= Beginning of Section =
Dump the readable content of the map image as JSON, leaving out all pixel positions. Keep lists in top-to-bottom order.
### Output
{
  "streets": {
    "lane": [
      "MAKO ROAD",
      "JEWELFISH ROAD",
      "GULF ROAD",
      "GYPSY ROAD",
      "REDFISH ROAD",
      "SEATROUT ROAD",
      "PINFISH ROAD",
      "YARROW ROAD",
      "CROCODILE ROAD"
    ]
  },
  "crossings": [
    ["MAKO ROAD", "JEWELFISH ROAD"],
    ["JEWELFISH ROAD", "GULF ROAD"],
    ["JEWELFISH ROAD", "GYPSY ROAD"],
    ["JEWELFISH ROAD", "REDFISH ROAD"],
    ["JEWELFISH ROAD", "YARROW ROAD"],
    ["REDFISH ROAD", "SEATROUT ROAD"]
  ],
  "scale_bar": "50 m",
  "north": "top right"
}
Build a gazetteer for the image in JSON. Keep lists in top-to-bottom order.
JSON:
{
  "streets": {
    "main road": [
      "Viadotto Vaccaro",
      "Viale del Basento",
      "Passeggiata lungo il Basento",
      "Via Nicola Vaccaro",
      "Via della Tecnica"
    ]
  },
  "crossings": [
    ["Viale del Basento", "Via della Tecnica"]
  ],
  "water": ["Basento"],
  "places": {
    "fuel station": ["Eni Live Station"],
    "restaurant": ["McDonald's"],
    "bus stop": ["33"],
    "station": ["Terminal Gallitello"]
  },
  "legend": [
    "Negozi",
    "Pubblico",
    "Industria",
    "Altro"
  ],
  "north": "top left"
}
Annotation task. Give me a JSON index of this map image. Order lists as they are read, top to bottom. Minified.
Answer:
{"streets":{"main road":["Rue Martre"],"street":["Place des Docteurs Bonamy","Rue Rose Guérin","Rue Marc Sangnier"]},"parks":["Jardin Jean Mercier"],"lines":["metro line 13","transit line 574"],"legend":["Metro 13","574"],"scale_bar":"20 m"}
= End of Section =
Give the material above back in full, exactly as written.

Dump the readable content of the map image as JSON, leaving out all pixel positions. Keep lists in top-to-bottom order.
### Output
{
  "streets": {
    "lane": [
      "MAKO ROAD",
      "JEWELFISH ROAD",
      "GULF ROAD",
      "GYPSY ROAD",
      "REDFISH ROAD",
      "SEATROUT ROAD",
      "PINFISH ROAD",
      "YARROW ROAD",
      "CROCODILE ROAD"
    ]
  },
  "crossings": [
    ["MAKO ROAD", "JEWELFISH ROAD"],
    ["JEWELFISH ROAD", "GULF ROAD"],
    ["JEWELFISH ROAD", "GYPSY ROAD"],
    ["JEWELFISH ROAD", "REDFISH ROAD"],
    ["JEWELFISH ROAD", "YARROW ROAD"],
    ["REDFISH ROAD", "SEATROUT ROAD"]
  ],
  "scale_bar": "50 m",
  "north": "top right"
}
Build a gazetteer for the image in JSON. Keep lists in top-to-bottom order.
JSON:
{
  "streets": {
    "main road": [
      "Viadotto Vaccaro",
      "Viale del Basento",
      "Passeggiata lungo il Basento",
      "Via Nicola Vaccaro",
      "Via della Tecnica"
    ]
  },
  "crossings": [
    ["Viale del Basento", "Via della Tecnica"]
  ],
  "water": ["Basento"],
  "places": {
    "fuel station": ["Eni Live Station"],
    "restaurant": ["McDonald's"],
    "bus stop": ["33"],
    "station": ["Terminal Gallitello"]
  },
  "legend": [
    "Negozi",
    "Pubblico",
    "Industria",
    "Altro"
  ],
  "north": "top left"
}
Annotation task. Give me a JSON index of this map image. Order lists as they are read, top to bottom. Minified.
Answer:
{"streets":{"main road":["Rue Martre"],"street":["Place des Docteurs Bonamy","Rue Rose Guérin","Rue Marc Sangnier"]},"parks":["Jardin Jean Mercier"],"lines":["metro line 13","transit line 574"],"legend":["Metro 13","574"],"scale_bar":"20 m"}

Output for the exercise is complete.